Recorded against concepts as
http://www.w3.org/2001/sw/RDFCore/20030123-issues/#xmlsch-02
>2. Notes on RDF Concepts and Abstract Syntax
>
>2.1. Mapping from lexical forms to values (schema-related, terminological)
>
> In [21]http://www.w3.org/TR/rdf-concepts/#section-Datatypes:
>
> [21] http://www.w3.org/TR/rdf-concepts/#section-Datatypes
>
> A datatype mapping is a set of pairs whose first element belongs to
> the lexical space of the datatype, and the second element belongs
> to the value space of the datatype:
>
> We agree that it is useful to define a term to denote such mappings;
> in the interests of inter-specification consistency, we wonder whether
> you would be willing to consider using the term lexical mapping, which
> we are introducing in our forthcoming draft of XML Schema 1.1. The
> term datatype mapping seems unlikely to be usable in the XML Schema
> specification, where it would suggest to some readers a mapping from
> one datatype to another, rather than as here a mapping from lexical
> space to value space. (XML Schema 1.0 got by without a term for this
> concept.)
Recorded as
http://www.w3.org/2001/sw/RDFCore/20030123-issues/#xmlsch-03
>2.2. Values without lexical forms (schema-related, important)
>
> In [22]http://www.w3.org/TR/rdf-concepts/#section-Datatypes:
>
> [22] http://www.w3.org/TR/rdf-concepts/#section-Datatypes
>
> * Each member of the value space may be paired with any number
> (including zero) of members of the lexical space (lexical
> representations for that value).
>
> The provision for values without corresponding lexical forms
> contradicts an assumption to which the XML Schema spec appeals from
> time to time. The lexical space of any simple datatype in XML Schema
> is the domain of the type's lexical mapping; the value space is its
> domain. There are no meaningless lexical forms in the lexical space of
> the type, nor are there ineffable values in the value space. By
> eliminating values from the value space (e.g. by setting minimal and
> maximal values), the type definer may indirectly also eliminate
> lexical forms from the lexical space; conversely, by eliminating some
> items from the lexical space (e.g. by setting a pattern), the type
> definer may eliminate items from the value space.
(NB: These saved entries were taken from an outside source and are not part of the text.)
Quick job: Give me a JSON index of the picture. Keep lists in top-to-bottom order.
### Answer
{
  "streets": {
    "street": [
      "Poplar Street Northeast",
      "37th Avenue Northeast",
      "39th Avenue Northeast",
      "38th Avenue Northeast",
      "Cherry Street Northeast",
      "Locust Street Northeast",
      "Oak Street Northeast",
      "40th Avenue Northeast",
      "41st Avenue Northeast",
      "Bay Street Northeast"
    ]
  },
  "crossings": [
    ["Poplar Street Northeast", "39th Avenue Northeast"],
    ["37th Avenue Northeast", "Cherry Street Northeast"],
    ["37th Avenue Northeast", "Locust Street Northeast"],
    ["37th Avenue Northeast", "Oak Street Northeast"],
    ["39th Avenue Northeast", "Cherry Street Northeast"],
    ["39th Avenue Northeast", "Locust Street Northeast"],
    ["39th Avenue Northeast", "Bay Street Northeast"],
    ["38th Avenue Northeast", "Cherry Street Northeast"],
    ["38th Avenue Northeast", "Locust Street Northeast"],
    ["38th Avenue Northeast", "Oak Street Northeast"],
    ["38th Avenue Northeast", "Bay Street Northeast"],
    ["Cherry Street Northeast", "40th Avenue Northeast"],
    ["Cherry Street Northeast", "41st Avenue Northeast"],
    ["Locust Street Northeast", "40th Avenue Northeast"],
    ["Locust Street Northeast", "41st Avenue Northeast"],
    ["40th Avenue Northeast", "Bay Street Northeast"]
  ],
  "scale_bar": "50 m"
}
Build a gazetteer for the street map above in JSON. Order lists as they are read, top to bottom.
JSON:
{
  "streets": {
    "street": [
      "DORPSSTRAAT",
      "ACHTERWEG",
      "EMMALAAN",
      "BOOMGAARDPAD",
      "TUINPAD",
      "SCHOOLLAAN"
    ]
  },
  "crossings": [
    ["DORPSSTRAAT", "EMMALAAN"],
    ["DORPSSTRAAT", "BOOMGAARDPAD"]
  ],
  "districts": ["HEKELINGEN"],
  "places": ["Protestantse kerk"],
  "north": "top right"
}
> Are there crucial aspects of RDF which will break if the list item
> quoted above is changed to read "paired with one or more members of
> the lexical space"?
Recorded as
http://www.w3.org/2001/sw/RDFCore/20030123-issues/#xmlsch-04
>2.3. Lexical forms, strings, and character sequences (schema-related,
>editorial)
>
> In [23]http://www.w3.org/TR/rdf-concepts/#section-Datatypes:
>
> [23] http://www.w3.org/TR/rdf-concepts/#section-Datatypes
>
> With one exception, the datatypes used in RDF have a lexical space
> consisting of a set of strings.
>
> Since "string" is used as the local name for a particular simple type
> in the XML Schema namespace, we believe it will be less confusing for
> users, in the long run, if the lexical representations of
> simple-datatype values are described not as "strings" but as
> "character sequences".
> This comment also applies to other uses of the term string to denote
> the members of a lexical space.
Recorded as
http://www.w3.org/2001/sw/RDFCore/20030123-issues/#xmlsch-05
>2.4. Strings for natural-language data (substantive)
>
> In [24]http://www.w3.org/TR/rdf-concepts/#section-Datatypes:
>
> [24] http://www.w3.org/TR/rdf-concepts/#section-Datatypes
>
> * A plain literal is a string combined with an optional language
> identifier. This should be used for plain text in a natural
> language. As recommended in the RDF formal semantics
> [RDF-SEMANTICS], these plain literals are self-denoting.
>
> We do not believe that simple strings are likely to be adequate for
> the representation of arbitrary natural-language text. Even in
> English, natural-language utterances (such as this document) may need
> some degree of inline markup for clarity and adequate presentation; in
> natural-language utterances requiring bidirectional display or ruby,
> the best authorities (including the W3C I18n Working Group) recommend
> the use of markup within the natural-language utterance. We thus
> suggest that you may wish to moderate this recommendation that
> natural-language material be represented by literals.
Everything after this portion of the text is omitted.